# Task goal
Search the listing below for the line containing "position:relative; height:1450px; overflow:hidden". From there through the line containing "font-size:45px; font-weight:700; line-height:1.1", transcribe every line exactly, both ends included.

^^^^^^^^

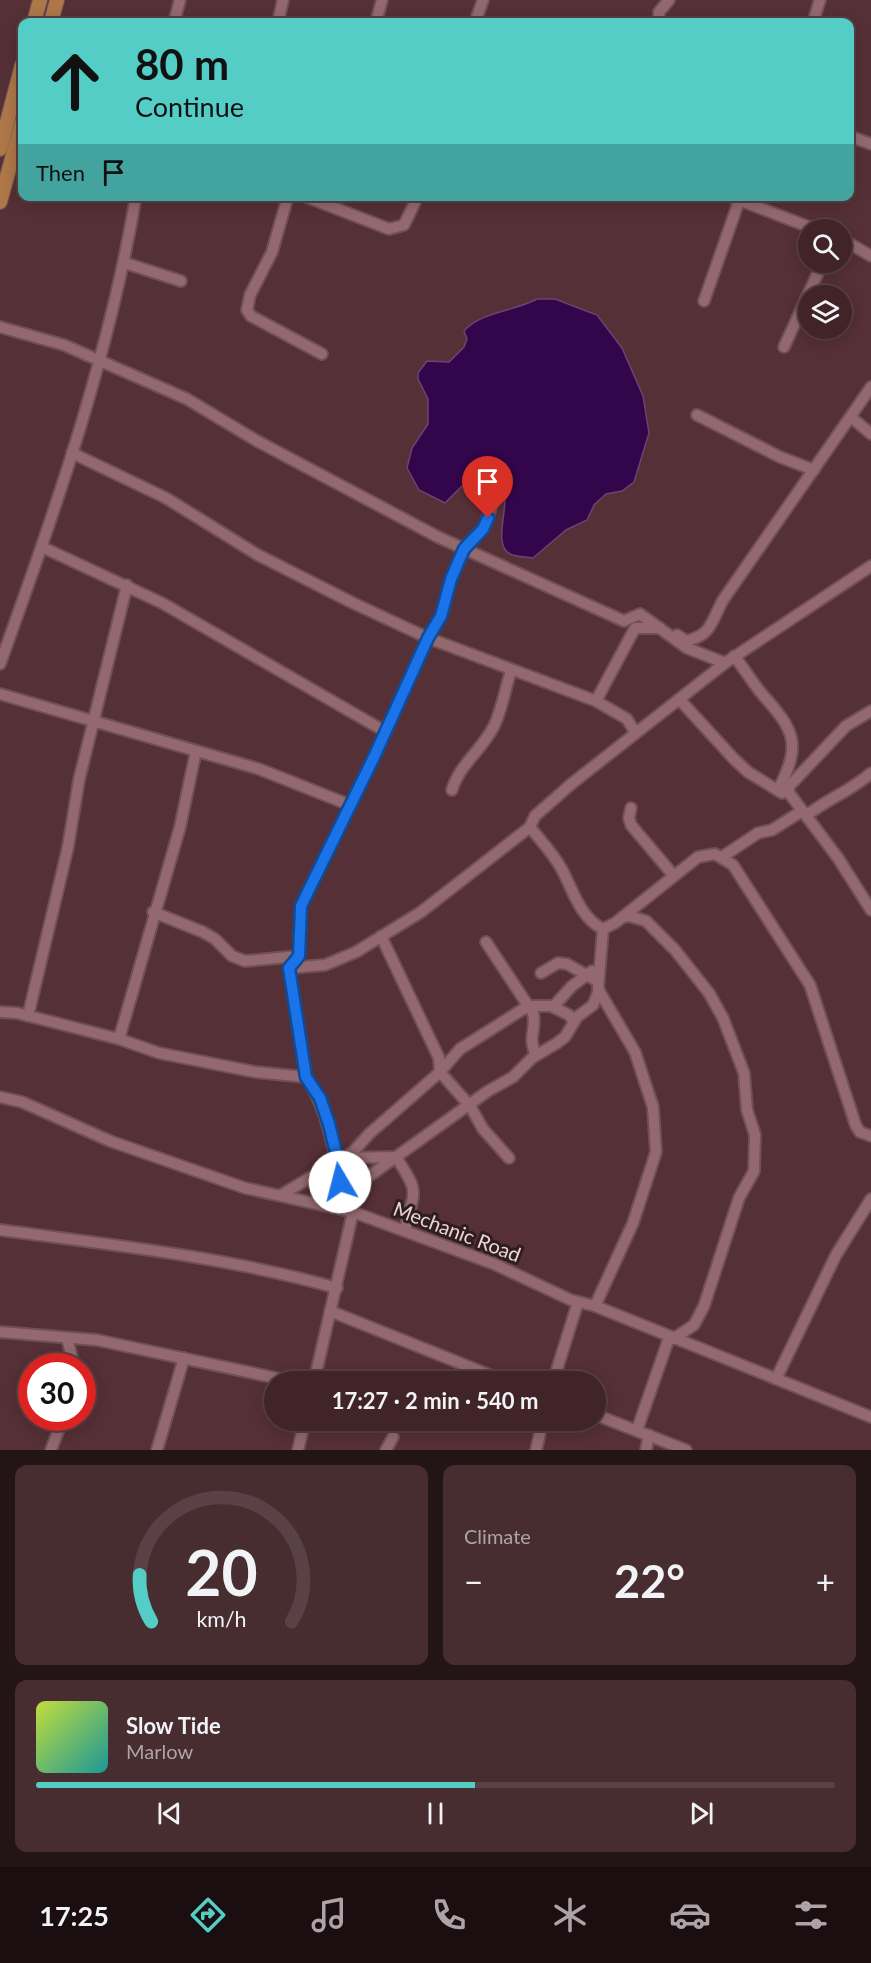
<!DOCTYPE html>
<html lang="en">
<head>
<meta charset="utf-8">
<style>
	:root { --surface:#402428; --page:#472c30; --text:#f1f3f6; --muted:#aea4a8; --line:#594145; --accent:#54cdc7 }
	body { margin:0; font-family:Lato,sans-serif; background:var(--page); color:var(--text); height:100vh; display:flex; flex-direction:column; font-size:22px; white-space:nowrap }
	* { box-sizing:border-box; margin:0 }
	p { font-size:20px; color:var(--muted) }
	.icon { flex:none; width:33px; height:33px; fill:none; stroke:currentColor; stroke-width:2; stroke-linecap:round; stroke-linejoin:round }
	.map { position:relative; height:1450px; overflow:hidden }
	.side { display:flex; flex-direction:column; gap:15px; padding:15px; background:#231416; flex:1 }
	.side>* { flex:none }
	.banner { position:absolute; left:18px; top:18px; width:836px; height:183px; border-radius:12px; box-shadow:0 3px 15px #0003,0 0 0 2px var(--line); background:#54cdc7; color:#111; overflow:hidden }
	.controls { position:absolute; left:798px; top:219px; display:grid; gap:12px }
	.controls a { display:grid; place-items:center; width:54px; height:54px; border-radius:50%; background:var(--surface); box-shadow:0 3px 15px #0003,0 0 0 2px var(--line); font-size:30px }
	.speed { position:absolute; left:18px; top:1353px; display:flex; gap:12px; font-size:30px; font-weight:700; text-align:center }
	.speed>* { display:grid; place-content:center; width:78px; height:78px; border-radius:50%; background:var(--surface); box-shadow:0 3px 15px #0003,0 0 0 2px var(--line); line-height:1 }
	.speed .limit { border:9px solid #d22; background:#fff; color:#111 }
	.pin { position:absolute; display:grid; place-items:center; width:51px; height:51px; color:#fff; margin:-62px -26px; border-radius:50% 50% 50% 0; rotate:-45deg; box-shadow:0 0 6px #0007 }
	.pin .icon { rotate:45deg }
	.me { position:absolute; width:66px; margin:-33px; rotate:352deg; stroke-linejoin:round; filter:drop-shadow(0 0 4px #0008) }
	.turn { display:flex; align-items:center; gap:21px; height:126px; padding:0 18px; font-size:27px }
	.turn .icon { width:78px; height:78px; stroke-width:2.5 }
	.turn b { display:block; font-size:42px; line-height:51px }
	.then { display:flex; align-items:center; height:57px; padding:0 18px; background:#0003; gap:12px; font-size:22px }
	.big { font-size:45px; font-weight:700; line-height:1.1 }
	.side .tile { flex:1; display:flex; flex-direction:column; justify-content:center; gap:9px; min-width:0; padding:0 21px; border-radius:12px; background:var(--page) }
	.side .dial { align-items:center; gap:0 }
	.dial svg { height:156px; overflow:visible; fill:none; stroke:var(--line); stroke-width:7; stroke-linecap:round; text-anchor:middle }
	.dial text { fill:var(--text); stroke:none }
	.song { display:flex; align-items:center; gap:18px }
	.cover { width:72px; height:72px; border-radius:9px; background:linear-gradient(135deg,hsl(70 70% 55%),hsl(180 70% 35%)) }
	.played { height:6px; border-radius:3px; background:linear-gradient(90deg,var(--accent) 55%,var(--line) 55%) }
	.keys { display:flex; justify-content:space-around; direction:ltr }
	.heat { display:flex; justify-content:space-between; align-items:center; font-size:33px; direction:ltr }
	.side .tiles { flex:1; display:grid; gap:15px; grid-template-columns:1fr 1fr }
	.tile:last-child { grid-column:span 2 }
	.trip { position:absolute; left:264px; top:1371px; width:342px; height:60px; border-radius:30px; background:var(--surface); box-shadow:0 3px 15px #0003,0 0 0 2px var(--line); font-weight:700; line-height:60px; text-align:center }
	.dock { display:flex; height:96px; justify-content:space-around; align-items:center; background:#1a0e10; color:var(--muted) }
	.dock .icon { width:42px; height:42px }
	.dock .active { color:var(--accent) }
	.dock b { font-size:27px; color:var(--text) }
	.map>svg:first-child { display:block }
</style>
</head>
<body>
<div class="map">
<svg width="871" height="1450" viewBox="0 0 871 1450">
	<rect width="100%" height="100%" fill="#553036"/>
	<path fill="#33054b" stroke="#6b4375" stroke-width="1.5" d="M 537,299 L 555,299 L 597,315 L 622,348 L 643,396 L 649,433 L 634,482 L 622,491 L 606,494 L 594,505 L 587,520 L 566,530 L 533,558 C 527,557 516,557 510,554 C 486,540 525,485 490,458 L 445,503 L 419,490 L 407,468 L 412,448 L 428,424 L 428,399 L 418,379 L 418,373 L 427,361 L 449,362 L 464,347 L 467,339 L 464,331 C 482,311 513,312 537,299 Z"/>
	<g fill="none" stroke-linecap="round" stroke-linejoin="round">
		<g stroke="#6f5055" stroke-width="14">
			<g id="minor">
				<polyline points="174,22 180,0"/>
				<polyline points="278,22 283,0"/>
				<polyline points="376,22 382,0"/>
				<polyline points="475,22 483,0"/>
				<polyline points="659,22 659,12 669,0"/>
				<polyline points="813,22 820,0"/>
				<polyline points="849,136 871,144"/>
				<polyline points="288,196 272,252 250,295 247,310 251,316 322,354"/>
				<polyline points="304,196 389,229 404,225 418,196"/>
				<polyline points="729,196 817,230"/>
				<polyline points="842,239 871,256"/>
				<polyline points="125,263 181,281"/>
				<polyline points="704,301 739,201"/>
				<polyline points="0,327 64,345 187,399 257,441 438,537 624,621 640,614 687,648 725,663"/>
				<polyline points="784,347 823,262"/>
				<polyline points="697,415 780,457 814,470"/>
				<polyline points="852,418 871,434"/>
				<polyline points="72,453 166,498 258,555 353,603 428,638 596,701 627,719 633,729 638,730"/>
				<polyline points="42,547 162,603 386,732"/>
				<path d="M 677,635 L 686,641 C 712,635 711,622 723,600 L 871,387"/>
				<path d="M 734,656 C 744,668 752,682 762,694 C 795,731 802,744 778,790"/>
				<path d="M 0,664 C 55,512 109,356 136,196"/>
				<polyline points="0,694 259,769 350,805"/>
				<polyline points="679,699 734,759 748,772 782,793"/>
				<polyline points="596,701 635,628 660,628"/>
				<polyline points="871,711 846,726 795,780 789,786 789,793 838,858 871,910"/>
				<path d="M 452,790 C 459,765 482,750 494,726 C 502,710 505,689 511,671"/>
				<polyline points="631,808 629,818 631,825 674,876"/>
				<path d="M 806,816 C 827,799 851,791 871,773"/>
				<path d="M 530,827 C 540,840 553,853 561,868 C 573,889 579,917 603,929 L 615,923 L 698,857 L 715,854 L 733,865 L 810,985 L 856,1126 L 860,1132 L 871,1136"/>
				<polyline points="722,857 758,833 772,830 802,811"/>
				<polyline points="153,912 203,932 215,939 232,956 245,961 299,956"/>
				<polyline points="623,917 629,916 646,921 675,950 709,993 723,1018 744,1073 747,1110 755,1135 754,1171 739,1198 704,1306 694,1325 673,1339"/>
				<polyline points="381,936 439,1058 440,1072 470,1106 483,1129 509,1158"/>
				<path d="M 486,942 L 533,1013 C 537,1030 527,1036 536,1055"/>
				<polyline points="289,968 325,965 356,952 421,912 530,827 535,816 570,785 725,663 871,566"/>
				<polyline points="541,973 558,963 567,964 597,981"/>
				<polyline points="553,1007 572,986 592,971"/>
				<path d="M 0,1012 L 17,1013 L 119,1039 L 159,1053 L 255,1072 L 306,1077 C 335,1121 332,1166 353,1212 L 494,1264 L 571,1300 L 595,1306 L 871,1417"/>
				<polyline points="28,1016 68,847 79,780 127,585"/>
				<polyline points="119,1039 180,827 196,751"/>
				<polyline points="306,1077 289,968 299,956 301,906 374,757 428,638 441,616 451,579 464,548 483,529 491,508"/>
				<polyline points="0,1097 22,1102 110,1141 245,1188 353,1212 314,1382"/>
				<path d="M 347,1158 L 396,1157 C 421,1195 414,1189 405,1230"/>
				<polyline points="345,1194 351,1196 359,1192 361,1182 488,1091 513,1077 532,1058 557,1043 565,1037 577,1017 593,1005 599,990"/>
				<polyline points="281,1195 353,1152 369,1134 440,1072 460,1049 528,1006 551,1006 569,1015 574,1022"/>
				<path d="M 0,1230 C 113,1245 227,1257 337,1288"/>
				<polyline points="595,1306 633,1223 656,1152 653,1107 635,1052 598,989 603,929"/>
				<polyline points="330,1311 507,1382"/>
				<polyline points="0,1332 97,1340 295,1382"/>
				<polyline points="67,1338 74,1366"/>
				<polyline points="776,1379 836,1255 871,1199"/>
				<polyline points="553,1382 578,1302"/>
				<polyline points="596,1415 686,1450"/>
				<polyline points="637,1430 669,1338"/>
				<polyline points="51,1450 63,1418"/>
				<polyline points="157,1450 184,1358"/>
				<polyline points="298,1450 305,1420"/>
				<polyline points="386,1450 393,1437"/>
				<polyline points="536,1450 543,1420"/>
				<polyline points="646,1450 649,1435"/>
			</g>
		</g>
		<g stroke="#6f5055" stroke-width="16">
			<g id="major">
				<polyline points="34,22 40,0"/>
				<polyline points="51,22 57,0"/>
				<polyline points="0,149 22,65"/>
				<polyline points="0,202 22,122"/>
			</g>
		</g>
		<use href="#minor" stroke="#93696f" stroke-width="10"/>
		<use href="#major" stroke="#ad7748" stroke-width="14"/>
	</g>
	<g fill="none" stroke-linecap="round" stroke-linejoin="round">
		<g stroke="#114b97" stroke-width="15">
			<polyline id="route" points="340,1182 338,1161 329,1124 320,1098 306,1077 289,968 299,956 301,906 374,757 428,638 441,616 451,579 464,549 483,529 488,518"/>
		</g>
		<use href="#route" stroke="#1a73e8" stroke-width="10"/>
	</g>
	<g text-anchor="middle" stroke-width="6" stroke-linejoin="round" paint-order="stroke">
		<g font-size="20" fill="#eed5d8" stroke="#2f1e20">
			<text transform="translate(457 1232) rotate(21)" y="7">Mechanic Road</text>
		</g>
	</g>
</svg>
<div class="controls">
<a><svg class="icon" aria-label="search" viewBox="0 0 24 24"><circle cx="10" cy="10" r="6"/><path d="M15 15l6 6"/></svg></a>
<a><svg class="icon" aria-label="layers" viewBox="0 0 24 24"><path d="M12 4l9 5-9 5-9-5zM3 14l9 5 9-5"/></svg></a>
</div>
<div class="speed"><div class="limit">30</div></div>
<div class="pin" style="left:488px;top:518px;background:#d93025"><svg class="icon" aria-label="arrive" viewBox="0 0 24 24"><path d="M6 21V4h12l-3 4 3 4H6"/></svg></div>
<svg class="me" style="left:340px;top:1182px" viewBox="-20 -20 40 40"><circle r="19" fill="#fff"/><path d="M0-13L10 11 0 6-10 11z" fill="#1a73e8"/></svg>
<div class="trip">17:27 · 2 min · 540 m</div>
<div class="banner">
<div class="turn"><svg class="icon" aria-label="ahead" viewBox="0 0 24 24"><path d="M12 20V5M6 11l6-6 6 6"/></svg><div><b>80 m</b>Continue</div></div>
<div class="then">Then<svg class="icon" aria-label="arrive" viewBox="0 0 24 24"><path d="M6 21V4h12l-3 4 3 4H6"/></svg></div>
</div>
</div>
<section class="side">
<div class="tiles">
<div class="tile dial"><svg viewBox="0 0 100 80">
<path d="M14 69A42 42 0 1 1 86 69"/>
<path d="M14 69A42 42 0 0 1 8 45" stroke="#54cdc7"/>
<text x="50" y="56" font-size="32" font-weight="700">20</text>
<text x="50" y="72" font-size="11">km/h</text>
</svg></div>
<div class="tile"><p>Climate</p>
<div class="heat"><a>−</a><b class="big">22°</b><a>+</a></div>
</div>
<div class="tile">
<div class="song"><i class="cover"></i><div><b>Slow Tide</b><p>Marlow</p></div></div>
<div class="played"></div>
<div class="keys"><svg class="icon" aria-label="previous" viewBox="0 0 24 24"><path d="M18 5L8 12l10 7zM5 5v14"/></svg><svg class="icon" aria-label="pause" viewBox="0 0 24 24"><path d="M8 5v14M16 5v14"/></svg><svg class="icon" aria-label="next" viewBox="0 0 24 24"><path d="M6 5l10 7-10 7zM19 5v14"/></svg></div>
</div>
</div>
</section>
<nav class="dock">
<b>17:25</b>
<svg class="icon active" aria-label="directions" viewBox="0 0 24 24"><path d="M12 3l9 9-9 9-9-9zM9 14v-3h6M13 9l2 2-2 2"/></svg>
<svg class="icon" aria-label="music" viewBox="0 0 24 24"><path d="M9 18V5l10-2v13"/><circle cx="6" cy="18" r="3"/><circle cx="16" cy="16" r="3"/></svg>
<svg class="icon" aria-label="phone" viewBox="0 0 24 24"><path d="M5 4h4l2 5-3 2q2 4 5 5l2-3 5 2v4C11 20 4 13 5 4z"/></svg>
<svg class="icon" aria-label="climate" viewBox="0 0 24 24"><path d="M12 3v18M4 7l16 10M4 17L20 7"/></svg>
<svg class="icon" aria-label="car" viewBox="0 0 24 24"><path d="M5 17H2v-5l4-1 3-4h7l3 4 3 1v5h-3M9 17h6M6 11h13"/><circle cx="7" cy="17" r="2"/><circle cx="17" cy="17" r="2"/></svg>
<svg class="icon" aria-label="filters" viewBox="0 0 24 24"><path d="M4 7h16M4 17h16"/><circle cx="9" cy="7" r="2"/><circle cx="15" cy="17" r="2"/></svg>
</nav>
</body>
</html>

^^^^^^^^

# Solution
	.map { position:relative; height:1450px; overflow:hidden }
	.side { display:flex; flex-direction:column; gap:15px; padding:15px; background:#231416; flex:1 }
	.side>* { flex:none }
	.banner { position:absolute; left:18px; top:18px; width:836px; height:183px; border-radius:12px; box-shadow:0 3px 15px #0003,0 0 0 2px var(--line); background:#54cdc7; color:#111; overflow:hidden }
	.controls { position:absolute; left:798px; top:219px; display:grid; gap:12px }
	.controls a { display:grid; place-items:center; width:54px; height:54px; border-radius:50%; background:var(--surface); box-shadow:0 3px 15px #0003,0 0 0 2px var(--line); font-size:30px }
	.speed { position:absolute; left:18px; top:1353px; display:flex; gap:12px; font-size:30px; font-weight:700; text-align:center }
	.speed>* { display:grid; place-content:center; width:78px; height:78px; border-radius:50%; background:var(--surface); box-shadow:0 3px 15px #0003,0 0 0 2px var(--line); line-height:1 }
	.speed .limit { border:9px solid #d22; background:#fff; color:#111 }
	.pin { position:absolute; display:grid; place-items:center; width:51px; height:51px; color:#fff; margin:-62px -26px; border-radius:50% 50% 50% 0; rotate:-45deg; box-shadow:0 0 6px #0007 }
	.pin .icon { rotate:45deg }
	.me { position:absolute; width:66px; margin:-33px; rotate:352deg; stroke-linejoin:round; filter:drop-shadow(0 0 4px #0008) }
	.turn { display:flex; align-items:center; gap:21px; height:126px; padding:0 18px; font-size:27px }
	.turn .icon { width:78px; height:78px; stroke-width:2.5 }
	.turn b { display:block; font-size:42px; line-height:51px }
	.then { display:flex; align-items:center; height:57px; padding:0 18px; background:#0003; gap:12px; font-size:22px }
	.big { font-size:45px; font-weight:700; line-height:1.1 }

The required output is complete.